- **Material shown**

-*-*-

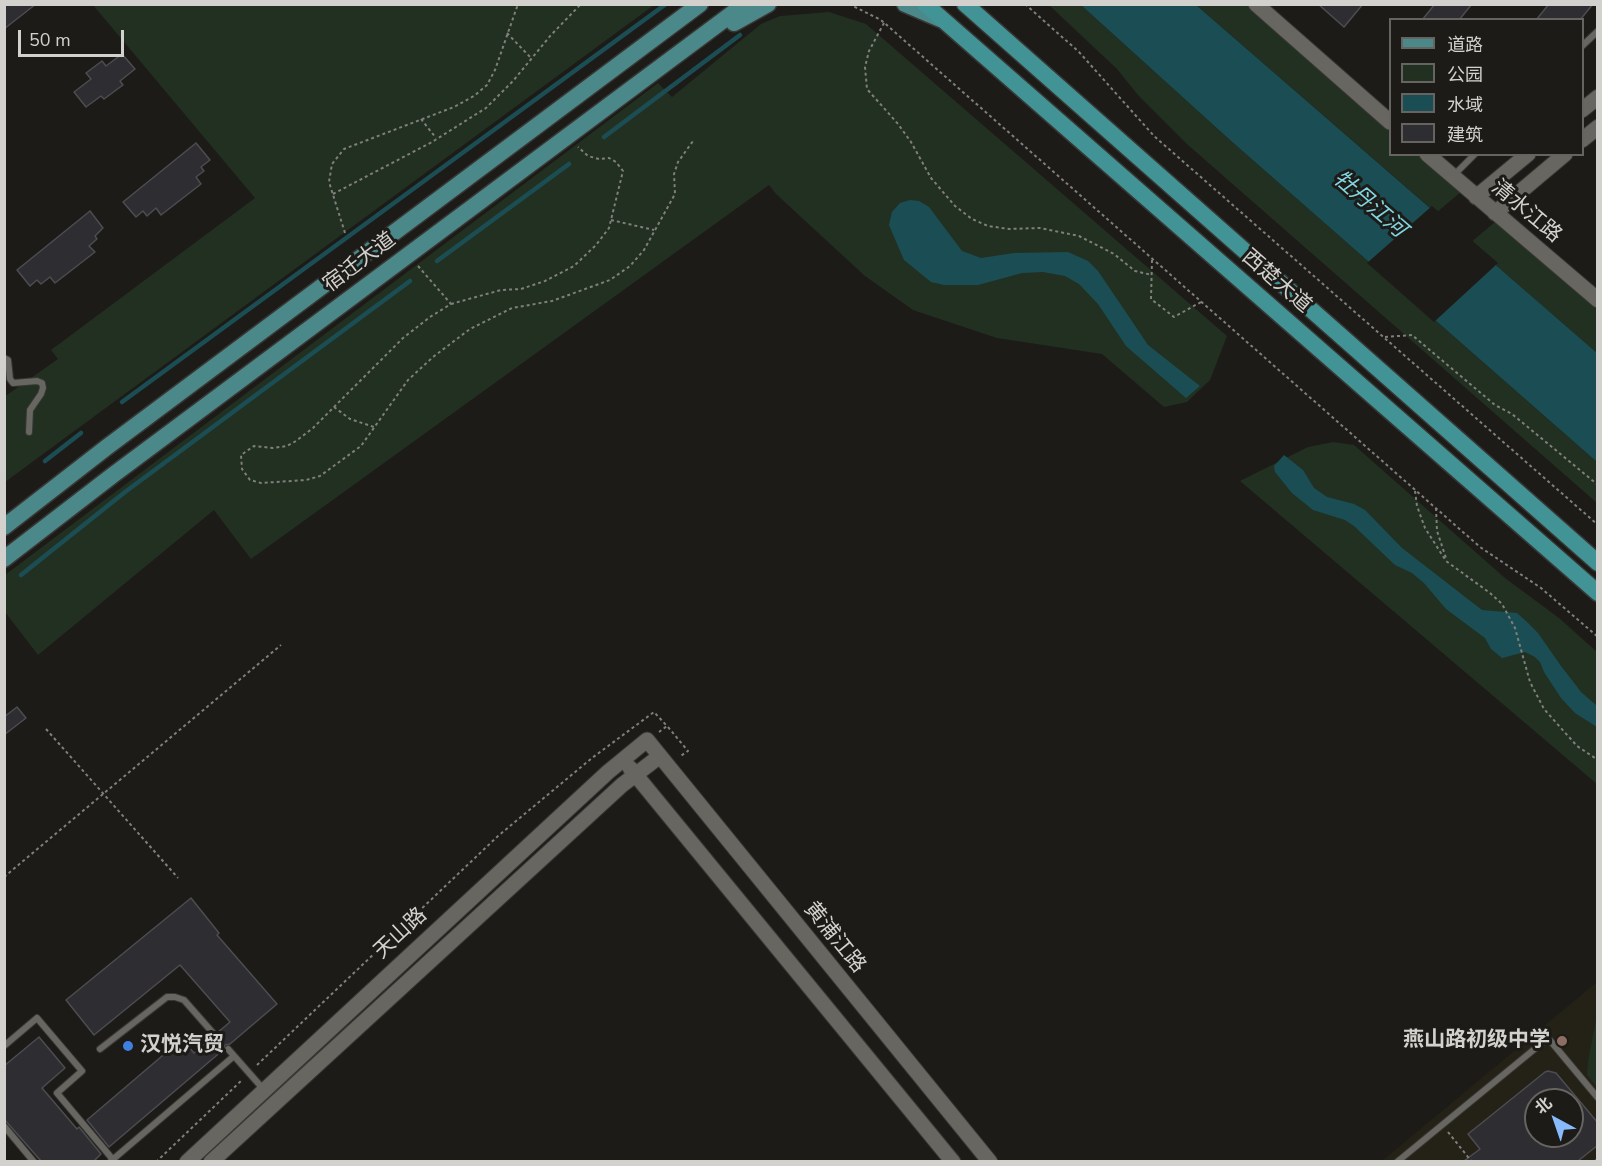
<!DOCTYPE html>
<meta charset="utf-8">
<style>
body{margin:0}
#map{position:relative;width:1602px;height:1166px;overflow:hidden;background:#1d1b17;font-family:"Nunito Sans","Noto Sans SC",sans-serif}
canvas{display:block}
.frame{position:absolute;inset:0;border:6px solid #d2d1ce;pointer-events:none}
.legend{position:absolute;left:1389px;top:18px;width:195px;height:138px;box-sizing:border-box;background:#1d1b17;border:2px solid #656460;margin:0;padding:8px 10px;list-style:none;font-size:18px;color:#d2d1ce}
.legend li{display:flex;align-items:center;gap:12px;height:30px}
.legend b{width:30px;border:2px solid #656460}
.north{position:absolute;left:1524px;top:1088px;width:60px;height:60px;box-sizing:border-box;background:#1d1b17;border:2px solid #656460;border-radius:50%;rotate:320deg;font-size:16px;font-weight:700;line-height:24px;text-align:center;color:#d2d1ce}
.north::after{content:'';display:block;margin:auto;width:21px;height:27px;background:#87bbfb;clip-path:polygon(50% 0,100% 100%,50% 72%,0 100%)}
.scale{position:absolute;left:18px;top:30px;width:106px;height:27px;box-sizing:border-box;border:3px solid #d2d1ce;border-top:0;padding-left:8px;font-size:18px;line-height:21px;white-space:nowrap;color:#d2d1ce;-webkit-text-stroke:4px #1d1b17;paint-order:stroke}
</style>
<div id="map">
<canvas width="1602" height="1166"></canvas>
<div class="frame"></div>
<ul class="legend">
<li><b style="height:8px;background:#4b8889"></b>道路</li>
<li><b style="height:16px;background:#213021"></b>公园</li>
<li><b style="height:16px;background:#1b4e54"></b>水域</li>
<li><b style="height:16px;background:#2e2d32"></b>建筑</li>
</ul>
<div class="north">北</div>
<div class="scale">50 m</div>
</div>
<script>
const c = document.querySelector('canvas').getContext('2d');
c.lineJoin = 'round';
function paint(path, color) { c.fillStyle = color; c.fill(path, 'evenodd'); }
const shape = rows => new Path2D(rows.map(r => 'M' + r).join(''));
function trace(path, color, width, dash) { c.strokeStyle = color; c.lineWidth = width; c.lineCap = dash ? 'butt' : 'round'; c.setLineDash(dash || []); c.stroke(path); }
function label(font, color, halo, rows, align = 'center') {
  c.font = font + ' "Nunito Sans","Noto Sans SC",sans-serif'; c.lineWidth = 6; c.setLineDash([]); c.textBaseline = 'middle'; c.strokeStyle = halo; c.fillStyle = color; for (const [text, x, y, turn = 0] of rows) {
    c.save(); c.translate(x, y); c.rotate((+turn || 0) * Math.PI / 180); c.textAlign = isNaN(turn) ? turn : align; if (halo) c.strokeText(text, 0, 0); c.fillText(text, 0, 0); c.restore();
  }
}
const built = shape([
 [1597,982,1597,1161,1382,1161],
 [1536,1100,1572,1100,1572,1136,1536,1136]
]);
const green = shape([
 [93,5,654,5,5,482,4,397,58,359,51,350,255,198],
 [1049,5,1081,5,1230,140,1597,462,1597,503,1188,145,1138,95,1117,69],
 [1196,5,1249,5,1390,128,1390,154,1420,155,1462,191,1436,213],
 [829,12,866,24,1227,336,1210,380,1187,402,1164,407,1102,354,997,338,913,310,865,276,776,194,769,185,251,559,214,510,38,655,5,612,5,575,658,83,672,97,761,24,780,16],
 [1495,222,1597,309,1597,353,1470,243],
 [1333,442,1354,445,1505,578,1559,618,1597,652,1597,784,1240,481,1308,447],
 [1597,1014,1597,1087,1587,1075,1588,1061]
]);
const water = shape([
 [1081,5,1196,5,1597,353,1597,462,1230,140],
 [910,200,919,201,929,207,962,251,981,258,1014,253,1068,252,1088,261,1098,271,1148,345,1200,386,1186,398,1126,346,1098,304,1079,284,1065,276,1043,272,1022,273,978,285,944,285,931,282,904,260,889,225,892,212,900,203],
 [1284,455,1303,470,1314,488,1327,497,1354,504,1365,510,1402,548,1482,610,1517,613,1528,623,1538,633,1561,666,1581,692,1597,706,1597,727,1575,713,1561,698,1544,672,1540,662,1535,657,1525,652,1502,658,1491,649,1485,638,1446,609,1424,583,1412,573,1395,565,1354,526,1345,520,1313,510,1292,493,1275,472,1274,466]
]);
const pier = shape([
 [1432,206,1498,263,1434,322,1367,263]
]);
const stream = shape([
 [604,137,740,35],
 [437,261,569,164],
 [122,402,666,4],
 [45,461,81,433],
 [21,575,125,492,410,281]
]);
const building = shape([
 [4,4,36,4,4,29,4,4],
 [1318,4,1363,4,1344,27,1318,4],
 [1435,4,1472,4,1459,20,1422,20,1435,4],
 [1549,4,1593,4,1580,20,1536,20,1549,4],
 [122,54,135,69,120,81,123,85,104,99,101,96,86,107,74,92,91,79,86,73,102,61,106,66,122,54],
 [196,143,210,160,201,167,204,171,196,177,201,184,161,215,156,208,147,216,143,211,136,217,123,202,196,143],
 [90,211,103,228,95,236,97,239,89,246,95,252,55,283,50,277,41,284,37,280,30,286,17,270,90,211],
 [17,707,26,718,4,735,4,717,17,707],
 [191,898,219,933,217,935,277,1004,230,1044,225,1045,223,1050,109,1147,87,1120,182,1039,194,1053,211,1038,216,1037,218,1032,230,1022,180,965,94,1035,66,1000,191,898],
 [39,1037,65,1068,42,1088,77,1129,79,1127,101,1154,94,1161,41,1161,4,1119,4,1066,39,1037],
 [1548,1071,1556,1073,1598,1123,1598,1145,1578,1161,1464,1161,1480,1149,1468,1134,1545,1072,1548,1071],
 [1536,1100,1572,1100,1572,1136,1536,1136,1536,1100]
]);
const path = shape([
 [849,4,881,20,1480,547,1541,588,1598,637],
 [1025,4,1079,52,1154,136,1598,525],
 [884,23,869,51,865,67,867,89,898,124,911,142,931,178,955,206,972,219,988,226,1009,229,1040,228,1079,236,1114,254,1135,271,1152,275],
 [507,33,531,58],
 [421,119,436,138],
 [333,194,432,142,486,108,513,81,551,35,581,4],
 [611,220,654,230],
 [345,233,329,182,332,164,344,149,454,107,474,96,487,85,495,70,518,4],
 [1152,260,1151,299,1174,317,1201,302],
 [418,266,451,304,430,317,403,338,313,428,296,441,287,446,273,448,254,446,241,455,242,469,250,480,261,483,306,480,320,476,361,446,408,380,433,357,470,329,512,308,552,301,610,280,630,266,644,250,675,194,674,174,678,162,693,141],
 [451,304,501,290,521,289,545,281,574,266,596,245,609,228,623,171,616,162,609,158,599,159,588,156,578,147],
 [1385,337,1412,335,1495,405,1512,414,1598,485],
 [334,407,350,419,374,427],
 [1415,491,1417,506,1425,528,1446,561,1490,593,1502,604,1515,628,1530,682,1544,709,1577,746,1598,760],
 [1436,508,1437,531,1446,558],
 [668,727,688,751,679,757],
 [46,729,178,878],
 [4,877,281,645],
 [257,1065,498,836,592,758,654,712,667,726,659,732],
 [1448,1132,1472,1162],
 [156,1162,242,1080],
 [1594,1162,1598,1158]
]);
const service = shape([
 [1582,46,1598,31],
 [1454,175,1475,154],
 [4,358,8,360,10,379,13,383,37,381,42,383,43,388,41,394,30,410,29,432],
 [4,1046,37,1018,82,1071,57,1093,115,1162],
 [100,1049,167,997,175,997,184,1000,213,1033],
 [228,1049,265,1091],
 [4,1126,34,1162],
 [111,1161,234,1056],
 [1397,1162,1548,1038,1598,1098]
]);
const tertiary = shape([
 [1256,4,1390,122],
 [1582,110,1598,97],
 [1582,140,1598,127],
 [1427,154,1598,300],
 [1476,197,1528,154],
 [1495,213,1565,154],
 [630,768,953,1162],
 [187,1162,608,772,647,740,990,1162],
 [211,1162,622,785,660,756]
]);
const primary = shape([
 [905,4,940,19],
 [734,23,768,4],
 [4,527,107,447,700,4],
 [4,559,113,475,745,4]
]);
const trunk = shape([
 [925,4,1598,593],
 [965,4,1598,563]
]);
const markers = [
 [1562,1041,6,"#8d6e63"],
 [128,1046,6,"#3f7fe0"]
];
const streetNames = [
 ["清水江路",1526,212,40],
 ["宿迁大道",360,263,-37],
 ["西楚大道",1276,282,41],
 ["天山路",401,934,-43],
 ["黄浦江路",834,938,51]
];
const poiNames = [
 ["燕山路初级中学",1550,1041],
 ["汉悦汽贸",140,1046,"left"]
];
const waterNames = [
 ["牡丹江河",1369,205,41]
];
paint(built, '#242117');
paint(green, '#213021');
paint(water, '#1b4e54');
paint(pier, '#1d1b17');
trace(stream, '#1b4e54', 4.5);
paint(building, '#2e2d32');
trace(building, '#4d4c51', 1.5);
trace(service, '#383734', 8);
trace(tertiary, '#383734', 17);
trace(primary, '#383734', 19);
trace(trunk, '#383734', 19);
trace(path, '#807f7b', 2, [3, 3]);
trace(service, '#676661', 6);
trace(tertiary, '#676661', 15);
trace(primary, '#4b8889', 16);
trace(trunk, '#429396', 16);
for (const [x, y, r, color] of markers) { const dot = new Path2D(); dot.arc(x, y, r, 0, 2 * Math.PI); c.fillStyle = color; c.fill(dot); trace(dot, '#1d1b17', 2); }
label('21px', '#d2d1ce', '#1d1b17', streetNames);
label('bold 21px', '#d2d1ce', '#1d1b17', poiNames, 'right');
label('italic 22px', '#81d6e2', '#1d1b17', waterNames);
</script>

-*-*-

Copy out every line from the data above in which the word "setLineDash" occurs.

function trace(path, color, width, dash) { c.strokeStyle = color; c.lineWidth = width; c.lineCap = dash ? 'butt' : 'round'; c.setLineDash(dash || []); c.stroke(path); }
  c.font = font + ' "Nunito Sans","Noto Sans SC",sans-serif'; c.lineWidth = 6; c.setLineDash([]); c.textBaseline = 'middle'; c.strokeStyle = halo; c.fillStyle = color; for (const [text, x, y, turn = 0] of rows) {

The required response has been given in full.